The Broughtons

Leaving the Broughtons after only a week, they remain nearly as much a mystery to us as they were when we arrived.

The Broughton archipelago, named after two of the larger islands in the group, is generally agreed to extend roughly between the northern branch of Knight Inlet and Queen Charlotte Strait along the Inside Passage between Vancouver Island and the BC mainland. Some folks include lower reaches in with their definition of the place, considering the sparse anchorages and settlements between the upper part of the rapids of a piece with the main grounds. The region has a colorful history of logging and fishing stretching back to the late 1800s, and was well-populated by First Nations tribes long before that.
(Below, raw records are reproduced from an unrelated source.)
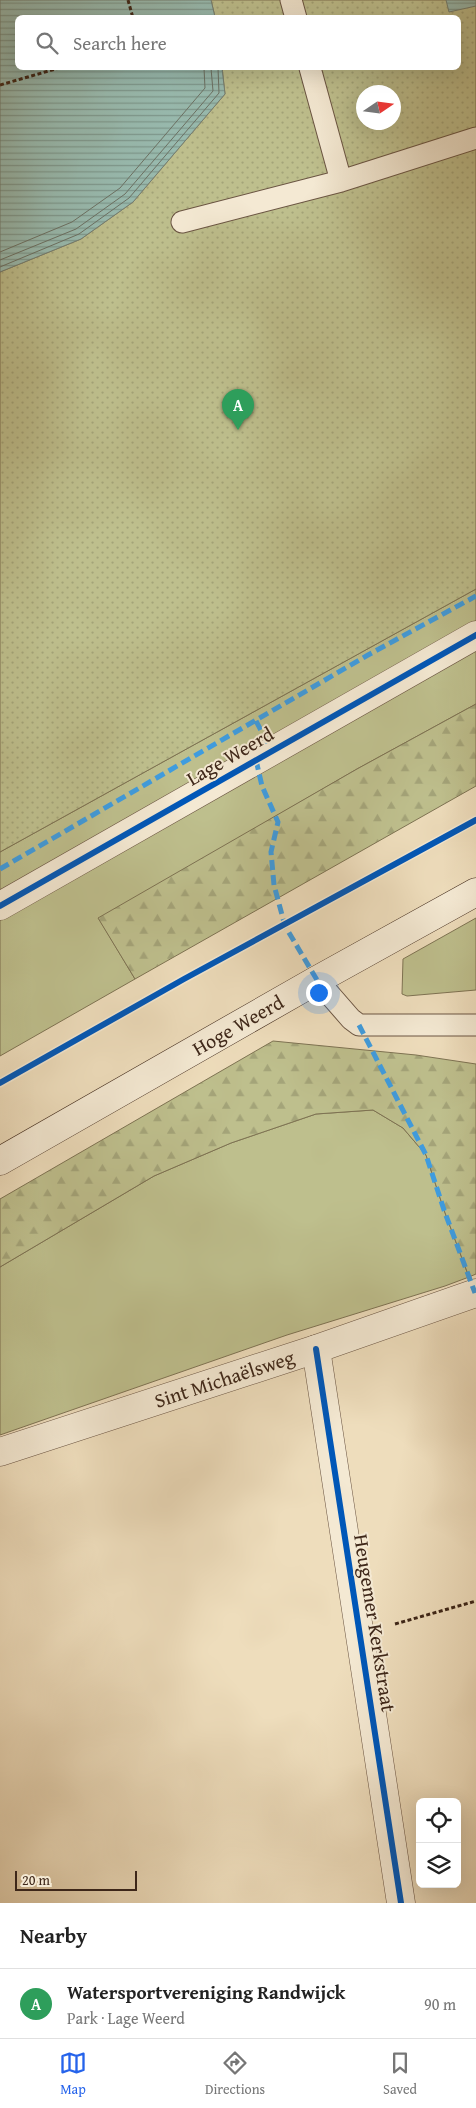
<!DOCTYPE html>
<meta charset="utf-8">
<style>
body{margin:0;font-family:"Gentium Book Plus",serif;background:#f2f2f2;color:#222}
.controls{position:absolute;right:15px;bottom:15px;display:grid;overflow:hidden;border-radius:8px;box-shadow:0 5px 20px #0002}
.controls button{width:45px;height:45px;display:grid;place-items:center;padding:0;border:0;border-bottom:1px solid #e0e0e0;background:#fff;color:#222;font:25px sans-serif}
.compass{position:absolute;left:356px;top:85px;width:45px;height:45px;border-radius:50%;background:#fff;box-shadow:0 5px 20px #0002;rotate:77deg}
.scale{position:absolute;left:15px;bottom:12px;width:122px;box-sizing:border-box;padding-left:5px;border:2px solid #3e2719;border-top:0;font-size:14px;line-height:18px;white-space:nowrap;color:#3e2719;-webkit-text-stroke:4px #f4e9d3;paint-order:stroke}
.you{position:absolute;left:318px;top:992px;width:18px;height:18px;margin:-12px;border:4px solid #fff;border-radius:50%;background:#1a73e8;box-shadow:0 0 0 8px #1a73e833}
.badge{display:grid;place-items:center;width:32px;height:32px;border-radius:50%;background:#2563eb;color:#fff;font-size:16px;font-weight:700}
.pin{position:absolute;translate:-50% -41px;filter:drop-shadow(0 1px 2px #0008)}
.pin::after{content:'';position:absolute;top:26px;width:18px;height:15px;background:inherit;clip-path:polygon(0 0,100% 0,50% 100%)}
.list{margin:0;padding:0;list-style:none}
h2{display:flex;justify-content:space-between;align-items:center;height:65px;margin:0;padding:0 20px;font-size:21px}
h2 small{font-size:16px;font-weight:400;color:#767676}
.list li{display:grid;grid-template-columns:32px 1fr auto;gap:15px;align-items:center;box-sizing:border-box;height:70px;padding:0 20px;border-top:1px solid #e0e0e0}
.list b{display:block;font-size:19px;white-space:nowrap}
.list p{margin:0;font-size:16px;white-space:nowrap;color:#767676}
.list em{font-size:16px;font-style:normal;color:#767676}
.icon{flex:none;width:28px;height:28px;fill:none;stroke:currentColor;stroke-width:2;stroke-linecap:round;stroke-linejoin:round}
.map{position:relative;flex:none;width:476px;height:1903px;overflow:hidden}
.search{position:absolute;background:#fff;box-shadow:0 5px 20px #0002;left:15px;right:15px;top:15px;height:55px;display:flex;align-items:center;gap:12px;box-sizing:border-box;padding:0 18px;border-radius:8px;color:#767676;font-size:19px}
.sheet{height:135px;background:#fff}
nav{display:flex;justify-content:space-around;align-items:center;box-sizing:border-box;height:70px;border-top:1px solid #e0e0e0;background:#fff;font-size:14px;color:#767676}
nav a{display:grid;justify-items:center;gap:2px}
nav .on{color:#2563eb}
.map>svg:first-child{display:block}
</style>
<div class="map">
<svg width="476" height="1903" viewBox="0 0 476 1903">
<defs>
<pattern id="forest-firs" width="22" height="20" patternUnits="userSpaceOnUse" patternTransform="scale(1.25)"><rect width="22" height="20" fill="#bebf8d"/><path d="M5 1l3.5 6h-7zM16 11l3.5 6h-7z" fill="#a4a479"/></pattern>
<pattern id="park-dots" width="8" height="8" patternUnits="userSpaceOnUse" patternTransform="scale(1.25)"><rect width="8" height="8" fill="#bebf8d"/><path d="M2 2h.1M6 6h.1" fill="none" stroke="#a4a479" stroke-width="1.8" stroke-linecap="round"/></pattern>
<pattern id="water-rules" width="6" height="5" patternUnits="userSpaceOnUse" patternTransform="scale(1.25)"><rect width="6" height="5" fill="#99bcb1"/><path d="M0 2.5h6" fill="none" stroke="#7e998f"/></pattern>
</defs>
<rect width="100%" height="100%" fill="#eeddbc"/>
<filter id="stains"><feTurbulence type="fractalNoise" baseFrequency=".004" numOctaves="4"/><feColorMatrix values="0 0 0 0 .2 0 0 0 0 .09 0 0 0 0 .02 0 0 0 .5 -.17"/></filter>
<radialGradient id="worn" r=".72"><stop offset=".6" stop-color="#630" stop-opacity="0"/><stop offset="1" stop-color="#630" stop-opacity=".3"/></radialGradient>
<!-- grass -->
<path fill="#bebf8d" stroke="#7e7353" d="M476,589V704L357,769L99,919L135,979L0,1056V852Z
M476,918V990L407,996L402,994L403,959Z
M373,1110L403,1128L426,1155L444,1210L469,1277L445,1286L287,1335L0,1435V1267L154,1176L231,1143L316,1114Z"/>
<!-- forest -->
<path fill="url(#forest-firs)" stroke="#7e7353" d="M476,704V786L135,979L98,918L357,769Z
M273,1041L416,1055L476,1064V1274L469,1277L444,1210L426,1155L403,1128L373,1110L316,1114L231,1143L154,1176L0,1267V1199Z"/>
<!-- park -->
<path fill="url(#park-dots)" stroke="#7e7353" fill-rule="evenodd" d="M211,0H476V589L0,852V272L81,239L133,202L225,94L222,68H458V18L215,17ZM364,92H394V122H364Z"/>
<!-- water -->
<path fill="url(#water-rules)" stroke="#758074" d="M0,0H211L215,17L18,18V68H222L225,94L133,202L81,239L0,272Z
M446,0H476V6L449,12Z"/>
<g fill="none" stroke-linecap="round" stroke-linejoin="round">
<!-- shore -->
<path stroke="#6c7265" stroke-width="1" d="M0,252L72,222L120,188L205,88L204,68
M0,260L76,229L125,194L213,91L211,68
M0,267L79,234L129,198L219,93L218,68"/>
<!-- service casing -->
<g stroke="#6a5442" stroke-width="23">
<path id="service" d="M291,0L296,18
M310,68L341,181
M182,222L341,181L476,138
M317,980L351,1019L359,1025H476"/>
</g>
<!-- minor casing -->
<g stroke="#6a5442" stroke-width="29">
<g id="minor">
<path d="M0,906L476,635"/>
<path d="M316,1349L401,1903"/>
<path id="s1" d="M0,1452L316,1349L476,1293"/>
</g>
</g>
<!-- secondary casing -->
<g stroke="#3e2719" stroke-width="29">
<g id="secondary">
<path id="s2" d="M0,1161L317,980L476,892"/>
</g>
</g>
<!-- path -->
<path stroke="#3e2719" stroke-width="3" stroke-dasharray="4 2.5" stroke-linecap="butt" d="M128,0L133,18
M0,85L59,68
M395,1624L476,1601"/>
<!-- service -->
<use href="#service" stroke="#f4e9d3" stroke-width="21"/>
<!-- minor -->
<use href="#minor" stroke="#f4e9d3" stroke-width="28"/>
<!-- secondary -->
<use href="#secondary" stroke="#f4e9d3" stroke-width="28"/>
<!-- quiet -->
<path stroke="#3f9cdf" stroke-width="5" stroke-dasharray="10 5" stroke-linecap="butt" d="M256,721L272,751
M256,760L262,786L278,822L271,852L274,885L285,926L317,980
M0,869L368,655L476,596
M359,1025L426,1155L444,1210L475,1293"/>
<!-- cycleway casing -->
<g stroke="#f4e9d3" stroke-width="9">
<path id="cycleway" d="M0,906L476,635
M0,1083L184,979L476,820
M316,1349L401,1903"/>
</g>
<!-- cycleway -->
<use href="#cycleway" stroke="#0057b8" stroke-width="6"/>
</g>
<g text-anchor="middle" stroke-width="4" stroke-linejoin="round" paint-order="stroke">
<!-- street labels -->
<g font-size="20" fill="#3e2719" stroke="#f4e9d3">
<text transform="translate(230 756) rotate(-30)" y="7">Lage Weerd</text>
<text dy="7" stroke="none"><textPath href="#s2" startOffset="274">Hoge Weerd</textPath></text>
<text dy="7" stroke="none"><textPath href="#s1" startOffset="236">Sint Michaëlsweg</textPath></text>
<text transform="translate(375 1623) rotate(81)" y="7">Heugemer Kerkstraat</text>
</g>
</g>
<rect width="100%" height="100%" filter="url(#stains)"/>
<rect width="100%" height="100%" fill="url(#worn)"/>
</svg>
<div class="controls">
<button><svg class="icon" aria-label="locate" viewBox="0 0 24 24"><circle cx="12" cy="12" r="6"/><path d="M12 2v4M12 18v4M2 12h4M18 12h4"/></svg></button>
<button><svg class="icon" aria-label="layers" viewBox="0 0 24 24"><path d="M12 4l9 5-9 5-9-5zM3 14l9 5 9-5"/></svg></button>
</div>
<svg class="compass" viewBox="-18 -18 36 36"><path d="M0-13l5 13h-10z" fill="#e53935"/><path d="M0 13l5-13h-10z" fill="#767676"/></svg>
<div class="scale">20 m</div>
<div class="you"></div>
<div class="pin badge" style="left:238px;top:430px;background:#2e9e5b">A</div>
<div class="search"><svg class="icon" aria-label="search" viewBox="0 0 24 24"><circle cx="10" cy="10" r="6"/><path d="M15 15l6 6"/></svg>Search here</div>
</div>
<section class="sheet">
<h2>Nearby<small></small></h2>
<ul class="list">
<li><span class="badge" style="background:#2e9e5b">A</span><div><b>Watersportvereniging Randwijck</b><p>Park · Lage Weerd</p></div><em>90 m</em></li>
</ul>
</section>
<nav>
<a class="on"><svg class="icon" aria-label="map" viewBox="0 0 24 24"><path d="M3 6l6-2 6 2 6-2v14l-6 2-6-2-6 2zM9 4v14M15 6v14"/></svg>Map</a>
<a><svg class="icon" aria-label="directions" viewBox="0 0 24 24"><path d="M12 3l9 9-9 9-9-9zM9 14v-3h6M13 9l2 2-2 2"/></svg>Directions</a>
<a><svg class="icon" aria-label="saved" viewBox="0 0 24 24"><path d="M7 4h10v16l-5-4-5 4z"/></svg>Saved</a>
</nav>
We had passed by this way before, brushing past or through them without stopping for more than a night. But we had heard tell of a mythic cruising ground, a place where some Pacific Northwest boaters spend every summer for decade on decade, so tantalizing are the anchorages, so friendly are the people, so colorful are the communities. A place where mountains rise sheer from salt-water and bears wander the shores unmolested and eagles pinwheel in the sky, seeking only the choicest fish from boundless supplies of native salmon. A place where the history of the region stands out, and draws you back in as you stand in haunted places where millions of natives attended thousands of potlatches since time immemmorial, where young European immigrants bucked logs by hand across massive evergreens that reached, grove by grove, as far as the eye could see.

The Broughtons were all those things, but also, somehow, something less.

Lacy Falls in the Broughton Archipelago
Lacy Falls in the Broughton Archipelago

The Broughtons are an odd duck, defying easy categorization. The scenery is on par with Desolation Sound, yet they are more scarred by clear-cutting and dotted with fish farms than areas further south. They are more remote than any cruising ground bordering the Strait of Georgia, but in many places, they proved even more crowded in our experience. There are more anchorages, but they are often less protected, smaller, and less serene. The proliferation of fish farms and float homes in many of the best leaves others over-packed, moreso than anything we saw in Desolation.Yet in others, we were the only boat on a given night.

The big draw in the Broughtons seems to be the community. A series of small, funky marinas have more character, and a more devoted following, than the turn-and-burn resupply ports in the Gulf and Desolation. Cruisers we met at Pierre’s, a fixture in Echo Bay, had been coming back year after year (in one case, for nearly fifty years!) and if they did not all know one another, they certainly knew the individuals and families who lived and ran those various stores, seasonal pubs, and marinas.

This may be the ideal form for cruising: a place where you may tuck yourself away in a beautiful, empty anchorage for a few days with no one but seals and eagles and bears for company, stark mountain peaks and trees ascending on all sides, and then hop five or ten miles back out and spend the next evening surrounded by friends and fellows at a raucous barbecue on a floating deck at a friendly, well-stocked, family-run marina.

I can see why a lot of people would spend their summers doing that and go no further.

But for some reason, we didn’t quite engage with the magic of the place. Perhaps it was just our unfamiliarity. We found crowded anchorages where we were expecting emptiness, empty marinas where we were expecting a crowd. Working to some rhythm that we were not attuned to, the Broughtons just set us slightly on edge.

Exploring a veiled stream in an isolated bay in the Broughtons
Exploring a veiled stream in an isolated bay in the Broughtons

Part of it may be that, as busy as it seemed to us, apparently it’s a slow year up here. Marinas, always operating on the margins due to the limited season, competition from less expensive, larger ports on the Island, and the expense of importing all the supplies, are having trouble making a go of it. Much of the discussion among the regulars revolved around operations that had gone out of business, or which were up for sale, and had been for some time. It takes a particular sort of character to make a go of it running an independent operation in the Broughtons, and unless that breed runs in the family, it may not last long.

We have no complaints about the Broughtons, and, the more we sail these waters, the more we realize how experiences can be colored by timing… rapids we have found placid or easy have terrorized other folks we have met, anchorages that we found shifty or ugly or over-crowded have been blissful and serene for other people. You have to allow for circumstance in all your judgements.

So we’ll be back to the Broughtons again some time, to see if our rhythms match up better some other season. For this year, we’ve left them behind for good.

It is the big waters of the West Coast of the Island that are calling to us now.